A cold seep (sometimes called a cold vent) is an area of the ocean floor where hydrogen sulfide, methane and other hydrocarbon-rich fluid seepage occurs, often in the form of a brine pool. Cold does not mean that the temperature of the seepage is lower than that of the surrounding sea water. On the contrary, its temperature is often slightly higher.[1] The "cold" is relative to the very warm (at least 60 °C or 140 °F) conditions of a hydrothermal vent. Cold seeps constitute a biome supporting several endemic species.

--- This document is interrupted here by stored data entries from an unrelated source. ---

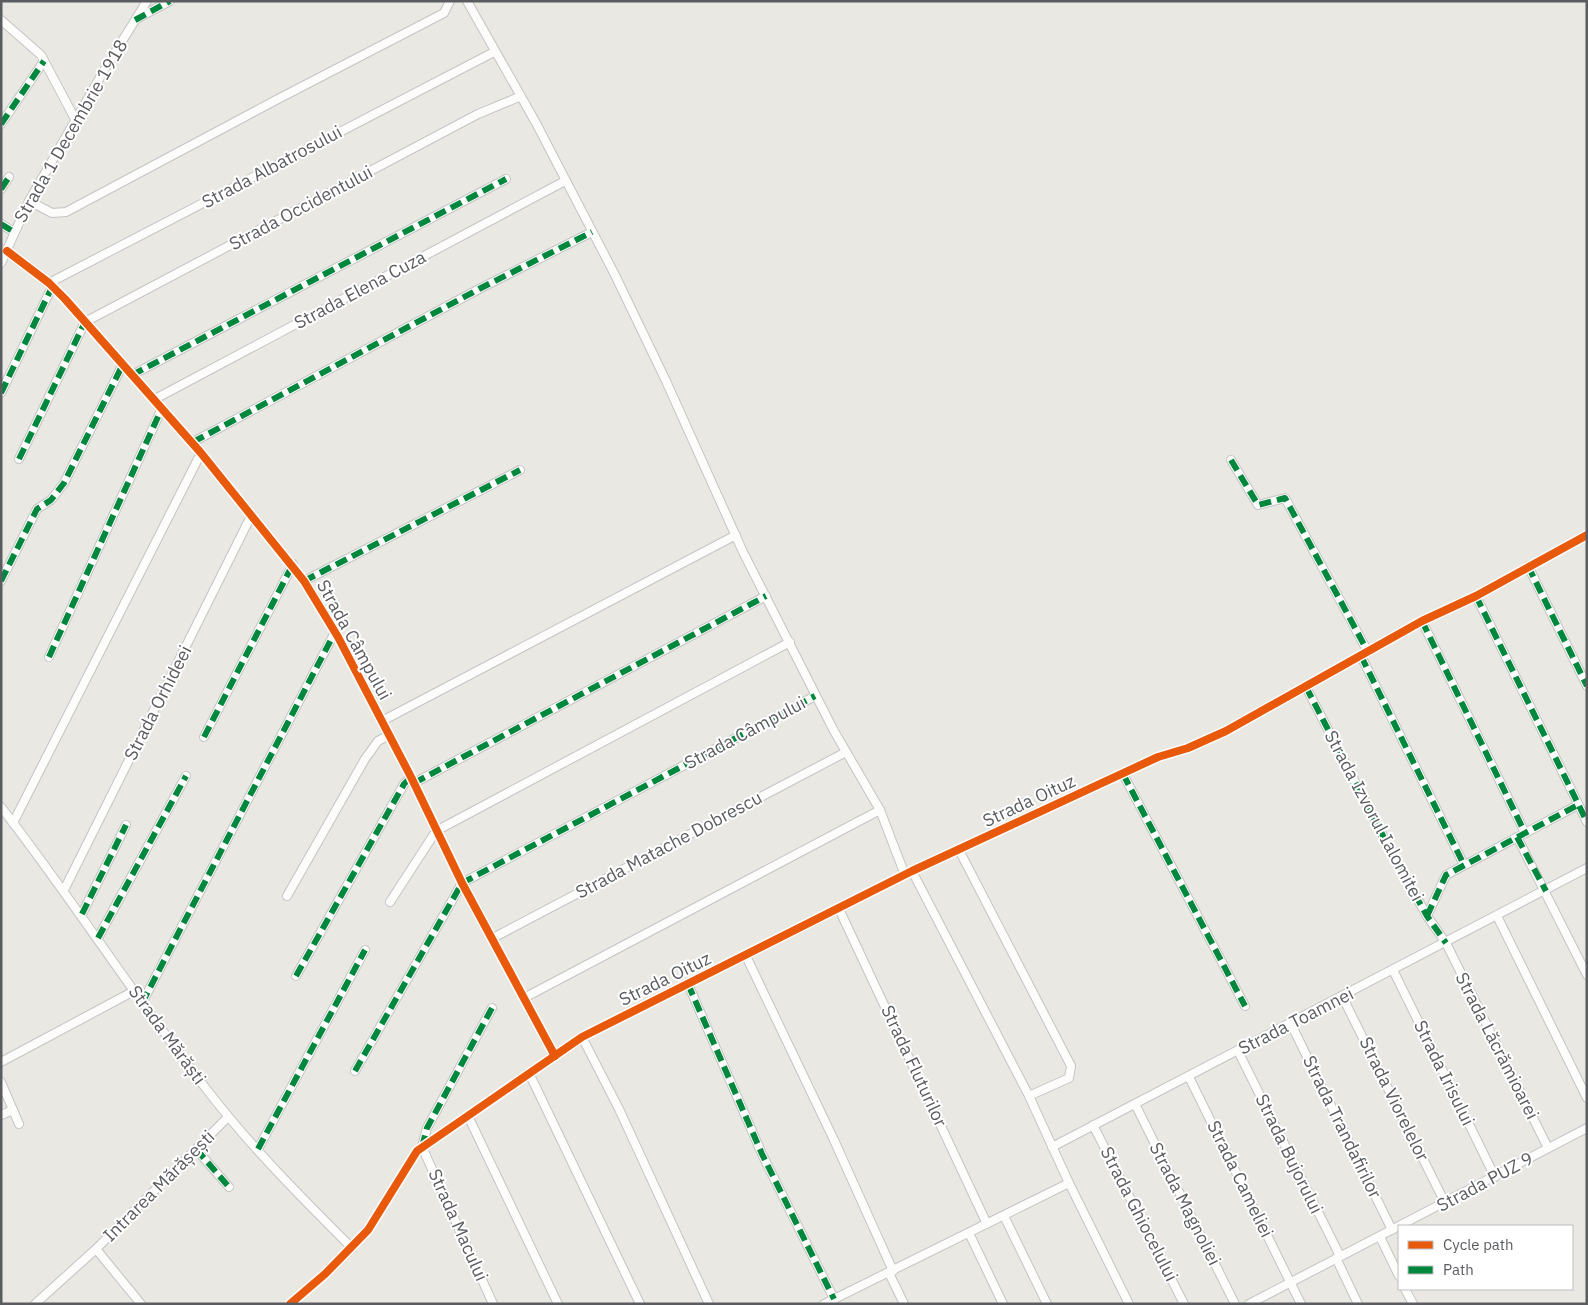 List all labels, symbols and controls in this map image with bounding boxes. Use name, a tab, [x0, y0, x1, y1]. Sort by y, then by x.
street label: Strada 1 Decembrie 1918	[9, 35, 132, 226]
street label: Strada Albatrosului	[198, 120, 346, 213]
street label: Strada Occidentului	[225, 160, 376, 255]
street label: Strada Elena Cuza	[290, 245, 430, 334]
street label: Strada Câmpului	[312, 576, 397, 704]
street label: Strada Orhideei	[119, 641, 196, 764]
street label: Strada Câmpului	[680, 691, 809, 774]
street label: Strada Izvorul Ialomitei	[1320, 726, 1429, 905]
street label: Strada Oituz	[979, 769, 1079, 832]
street label: Strada Matache Dobrescu	[572, 786, 766, 903]
street label: Strada Oituz	[615, 946, 714, 1011]
street label: Strada Lăcrămioarei	[1450, 968, 1544, 1123]
street label: Strada Mărăști	[124, 981, 211, 1089]
street label: Strada Toamnei	[1234, 982, 1357, 1059]
street label: Strada Fluturilor	[876, 1001, 953, 1131]
street label: Strada Irisului	[1409, 1016, 1480, 1129]
street label: Strada Viorelelor	[1354, 1033, 1435, 1165]
street label: Strada Trandafirilor	[1298, 1052, 1387, 1202]
street label: Strada Bujorului	[1251, 1090, 1328, 1217]
street label: Strada Cameliei	[1202, 1116, 1279, 1241]
street label: Intrarea Mărășești	[98, 1125, 219, 1246]
street label: Strada Magnoliei	[1145, 1138, 1226, 1269]
street label: Strada Ghiocelului	[1096, 1143, 1183, 1285]
street label: Strada PUZ 9	[1433, 1147, 1537, 1217]
street label: Strada Macului	[423, 1165, 493, 1284]
legend	[1398, 1225, 1573, 1290]
text: Cycle path	[1443, 1235, 1514, 1254]
text: Path	[1443, 1260, 1474, 1279]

Cold seeps develop unique topography over time, where reactions between methane and seawater create carbonate rock formations and reefs. These reactions may also be dependent on bacterial activity. Ikaite, a hydrous calcium carbonate, can be associated with oxidizing methane at cold seeps.
Types
Types of cold seeps can be distinguished according to the depth, as shallow cold seeps and deep cold seeps.[2] Cold seeps can also be distinguished in detail, as follows:
- oil/gas seeps[2]
- gas seeps:[2] methane seeps
- gas hydrate seeps[2]
- brine seeps[2] are formed in brine pools
- pockmarks[2]
- mud volcanoes[2]
Formation and ecological succession
Cold seeps occur over fissures on the seafloor caused by tectonic activity. Oil and methane "seep" out of those fissures, get diffused by sediment, and emerge over an area several hundred meters wide.[3]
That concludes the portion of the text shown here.